- _What is needed_
Word for word, repeat all of the entries below.

Input records below:

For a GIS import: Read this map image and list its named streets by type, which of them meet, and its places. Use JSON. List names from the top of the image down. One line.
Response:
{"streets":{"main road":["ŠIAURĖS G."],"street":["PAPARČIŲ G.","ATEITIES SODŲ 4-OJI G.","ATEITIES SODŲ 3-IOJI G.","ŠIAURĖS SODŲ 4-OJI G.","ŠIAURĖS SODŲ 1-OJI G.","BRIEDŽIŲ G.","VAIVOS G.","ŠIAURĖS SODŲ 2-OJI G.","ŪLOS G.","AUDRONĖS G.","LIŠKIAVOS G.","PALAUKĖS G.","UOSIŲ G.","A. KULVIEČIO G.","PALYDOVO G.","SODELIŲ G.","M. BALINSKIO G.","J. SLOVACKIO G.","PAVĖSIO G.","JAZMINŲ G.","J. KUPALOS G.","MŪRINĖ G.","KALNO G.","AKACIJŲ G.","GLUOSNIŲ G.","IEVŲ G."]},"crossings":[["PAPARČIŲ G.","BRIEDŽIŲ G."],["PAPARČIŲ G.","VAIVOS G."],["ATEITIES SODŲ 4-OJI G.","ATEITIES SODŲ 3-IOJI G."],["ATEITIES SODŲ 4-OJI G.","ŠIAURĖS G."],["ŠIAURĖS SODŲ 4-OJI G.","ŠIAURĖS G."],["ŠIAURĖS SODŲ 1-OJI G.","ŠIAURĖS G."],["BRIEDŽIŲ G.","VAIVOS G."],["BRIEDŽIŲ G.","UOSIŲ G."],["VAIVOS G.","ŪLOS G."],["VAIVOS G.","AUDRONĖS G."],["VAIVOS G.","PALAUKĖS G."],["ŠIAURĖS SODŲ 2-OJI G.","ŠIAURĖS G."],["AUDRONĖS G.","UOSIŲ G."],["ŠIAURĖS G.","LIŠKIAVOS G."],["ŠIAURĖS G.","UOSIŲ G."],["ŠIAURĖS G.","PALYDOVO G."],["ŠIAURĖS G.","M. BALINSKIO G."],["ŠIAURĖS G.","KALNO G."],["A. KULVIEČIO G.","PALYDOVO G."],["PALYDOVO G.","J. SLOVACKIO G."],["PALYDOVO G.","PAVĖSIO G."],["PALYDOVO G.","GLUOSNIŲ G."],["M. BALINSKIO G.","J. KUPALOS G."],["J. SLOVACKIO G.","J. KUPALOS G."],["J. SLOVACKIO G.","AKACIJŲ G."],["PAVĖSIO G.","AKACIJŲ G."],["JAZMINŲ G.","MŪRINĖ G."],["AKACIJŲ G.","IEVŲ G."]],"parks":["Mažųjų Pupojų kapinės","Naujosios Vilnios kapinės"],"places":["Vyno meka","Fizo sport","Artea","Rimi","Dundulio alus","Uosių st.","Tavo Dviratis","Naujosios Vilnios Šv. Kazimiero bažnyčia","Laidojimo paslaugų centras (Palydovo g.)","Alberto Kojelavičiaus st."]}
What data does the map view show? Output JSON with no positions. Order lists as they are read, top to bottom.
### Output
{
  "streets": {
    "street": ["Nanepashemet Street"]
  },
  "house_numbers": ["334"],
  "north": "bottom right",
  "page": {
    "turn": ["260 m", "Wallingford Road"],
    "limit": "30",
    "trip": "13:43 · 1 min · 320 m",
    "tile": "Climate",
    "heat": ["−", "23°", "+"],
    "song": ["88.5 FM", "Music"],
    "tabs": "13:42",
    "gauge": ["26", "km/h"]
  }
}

End of Input records.

- _Final answer_
For a GIS import: Read this map image and list its named streets by type, which of them meet, and its places. Use JSON. List names from the top of the image down. One line.
Response:
{"streets":{"main road":["ŠIAURĖS G."],"street":["PAPARČIŲ G.","ATEITIES SODŲ 4-OJI G.","ATEITIES SODŲ 3-IOJI G.","ŠIAURĖS SODŲ 4-OJI G.","ŠIAURĖS SODŲ 1-OJI G.","BRIEDŽIŲ G.","VAIVOS G.","ŠIAURĖS SODŲ 2-OJI G.","ŪLOS G.","AUDRONĖS G.","LIŠKIAVOS G.","PALAUKĖS G.","UOSIŲ G.","A. KULVIEČIO G.","PALYDOVO G.","SODELIŲ G.","M. BALINSKIO G.","J. SLOVACKIO G.","PAVĖSIO G.","JAZMINŲ G.","J. KUPALOS G.","MŪRINĖ G.","KALNO G.","AKACIJŲ G.","GLUOSNIŲ G.","IEVŲ G."]},"crossings":[["PAPARČIŲ G.","BRIEDŽIŲ G."],["PAPARČIŲ G.","VAIVOS G."],["ATEITIES SODŲ 4-OJI G.","ATEITIES SODŲ 3-IOJI G."],["ATEITIES SODŲ 4-OJI G.","ŠIAURĖS G."],["ŠIAURĖS SODŲ 4-OJI G.","ŠIAURĖS G."],["ŠIAURĖS SODŲ 1-OJI G.","ŠIAURĖS G."],["BRIEDŽIŲ G.","VAIVOS G."],["BRIEDŽIŲ G.","UOSIŲ G."],["VAIVOS G.","ŪLOS G."],["VAIVOS G.","AUDRONĖS G."],["VAIVOS G.","PALAUKĖS G."],["ŠIAURĖS SODŲ 2-OJI G.","ŠIAURĖS G."],["AUDRONĖS G.","UOSIŲ G."],["ŠIAURĖS G.","LIŠKIAVOS G."],["ŠIAURĖS G.","UOSIŲ G."],["ŠIAURĖS G.","PALYDOVO G."],["ŠIAURĖS G.","M. BALINSKIO G."],["ŠIAURĖS G.","KALNO G."],["A. KULVIEČIO G.","PALYDOVO G."],["PALYDOVO G.","J. SLOVACKIO G."],["PALYDOVO G.","PAVĖSIO G."],["PALYDOVO G.","GLUOSNIŲ G."],["M. BALINSKIO G.","J. KUPALOS G."],["J. SLOVACKIO G.","J. KUPALOS G."],["J. SLOVACKIO G.","AKACIJŲ G."],["PAVĖSIO G.","AKACIJŲ G."],["JAZMINŲ G.","MŪRINĖ G."],["AKACIJŲ G.","IEVŲ G."]],"parks":["Mažųjų Pupojų kapinės","Naujosios Vilnios kapinės"],"places":["Vyno meka","Fizo sport","Artea","Rimi","Dundulio alus","Uosių st.","Tavo Dviratis","Naujosios Vilnios Šv. Kazimiero bažnyčia","Laidojimo paslaugų centras (Palydovo g.)","Alberto Kojelavičiaus st."]}
What data does the map view show? Output JSON with no positions. Order lists as they are read, top to bottom.
### Output
{
  "streets": {
    "street": ["Nanepashemet Street"]
  },
  "house_numbers": ["334"],
  "north": "bottom right",
  "page": {
    "turn": ["260 m", "Wallingford Road"],
    "limit": "30",
    "trip": "13:43 · 1 min · 320 m",
    "tile": "Climate",
    "heat": ["−", "23°", "+"],
    "song": ["88.5 FM", "Music"],
    "tabs": "13:42",
    "gauge": ["26", "km/h"]
  }
}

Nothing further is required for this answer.